There were also plans and negotiations to restore the original Muppets of Kipi Ben Kipod and Moishe Oofnik in this series, but eventually due to technical and economical considerations, only Moishe Oofnik was featured in the series.  The opening theme is the original theme song of the show which was written by Yoni Rechter and sung by a new band of children called "Sharonit".  The show also included a campaign against violence. The fourth series included 40 episodes.

Season 2 
In December 2009, a new season for Rechov Sumsum was produced for "Hop! Channel".
The new season featured the previous Muppets: Avigail, Brosh, Mahboub and Moishe Oofnik with new neighbors including Sivan, a Muppet in a wheelchair and Sesame Streets Grover, or Kruvi in Hebrew.

Season 3 
In February 2012, another new season for Rechov Sumsum was produced for "Hop! Channel".
The new season featured the previous Muppets: Avigail, Mahboub, Sivan and Moishe Oofnik with new neighbor called Sesame Street's Elmo.

Season 4 
In March 2015, another new season for Rechov Sumsum debuted on "Hop! Channel".
The new season featured the muppets: Avigail, Mahboub, Sivan and Elmo. The focus for the season is "Learn about science and curiosity." , Abigail's former Puppeteer, is going back to the show as a new human character called Ayelet, tour guide at the museum.
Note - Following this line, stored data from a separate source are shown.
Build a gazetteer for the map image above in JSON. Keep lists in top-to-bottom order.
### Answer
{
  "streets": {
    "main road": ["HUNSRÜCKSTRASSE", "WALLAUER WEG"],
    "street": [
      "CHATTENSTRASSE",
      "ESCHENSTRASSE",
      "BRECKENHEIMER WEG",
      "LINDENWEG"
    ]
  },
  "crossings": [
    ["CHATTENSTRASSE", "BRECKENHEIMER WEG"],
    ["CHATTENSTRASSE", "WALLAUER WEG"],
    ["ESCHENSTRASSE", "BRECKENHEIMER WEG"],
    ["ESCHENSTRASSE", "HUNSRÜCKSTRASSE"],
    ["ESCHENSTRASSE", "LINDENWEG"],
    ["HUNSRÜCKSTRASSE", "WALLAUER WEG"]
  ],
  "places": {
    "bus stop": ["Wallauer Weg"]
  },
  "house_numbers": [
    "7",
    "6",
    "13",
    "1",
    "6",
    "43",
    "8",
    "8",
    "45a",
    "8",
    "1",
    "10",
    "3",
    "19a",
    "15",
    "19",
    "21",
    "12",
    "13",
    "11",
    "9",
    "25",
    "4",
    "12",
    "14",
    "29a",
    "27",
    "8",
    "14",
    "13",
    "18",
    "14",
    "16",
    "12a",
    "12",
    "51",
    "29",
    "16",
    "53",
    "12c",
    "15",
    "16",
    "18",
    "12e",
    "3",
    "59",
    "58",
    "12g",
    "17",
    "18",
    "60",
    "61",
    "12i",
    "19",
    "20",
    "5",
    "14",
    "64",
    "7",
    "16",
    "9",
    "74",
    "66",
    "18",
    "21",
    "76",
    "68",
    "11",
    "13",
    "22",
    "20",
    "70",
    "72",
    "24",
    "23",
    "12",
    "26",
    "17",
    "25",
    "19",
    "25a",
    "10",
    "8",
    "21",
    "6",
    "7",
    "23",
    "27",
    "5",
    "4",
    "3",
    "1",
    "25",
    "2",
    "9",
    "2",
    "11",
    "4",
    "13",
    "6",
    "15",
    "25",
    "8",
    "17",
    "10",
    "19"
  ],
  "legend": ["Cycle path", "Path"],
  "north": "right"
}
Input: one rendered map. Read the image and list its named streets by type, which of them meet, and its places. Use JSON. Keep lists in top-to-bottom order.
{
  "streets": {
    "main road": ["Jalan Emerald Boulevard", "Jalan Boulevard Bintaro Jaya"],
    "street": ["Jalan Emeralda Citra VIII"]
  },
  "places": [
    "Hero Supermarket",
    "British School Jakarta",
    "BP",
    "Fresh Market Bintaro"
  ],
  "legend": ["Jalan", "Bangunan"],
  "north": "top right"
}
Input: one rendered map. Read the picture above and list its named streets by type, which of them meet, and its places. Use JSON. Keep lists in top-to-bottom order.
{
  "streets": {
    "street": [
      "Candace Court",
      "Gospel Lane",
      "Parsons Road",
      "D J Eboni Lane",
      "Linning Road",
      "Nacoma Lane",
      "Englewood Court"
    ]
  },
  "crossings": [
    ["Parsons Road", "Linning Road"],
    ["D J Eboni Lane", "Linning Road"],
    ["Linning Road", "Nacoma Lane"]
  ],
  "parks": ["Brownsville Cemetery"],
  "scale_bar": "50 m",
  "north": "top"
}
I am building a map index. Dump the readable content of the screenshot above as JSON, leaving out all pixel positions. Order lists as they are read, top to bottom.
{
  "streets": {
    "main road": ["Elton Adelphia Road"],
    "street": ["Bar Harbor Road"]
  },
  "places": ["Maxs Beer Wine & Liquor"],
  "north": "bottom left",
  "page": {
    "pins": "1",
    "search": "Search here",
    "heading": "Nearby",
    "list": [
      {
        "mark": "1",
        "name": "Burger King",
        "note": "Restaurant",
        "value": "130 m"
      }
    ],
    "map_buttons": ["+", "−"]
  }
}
The fifth series – Shalom Sesame (2009–2011) 
Between 2009 and 2011, 12 new Shalom Sesame direct-to-DVD episodes were produced. This is an Israeli–American co-production which combines various American actors, such as Anneliese van der Pol, Jake Gyllenhaal, Christina Applegate, Greg Kinnear, Debra Messing and Cedric the Entertainer, and is geared at teaching Jewish-American children about the Secular Jewish culture. The series was filmed in the United States and in several places in Israel, including the Western Wall.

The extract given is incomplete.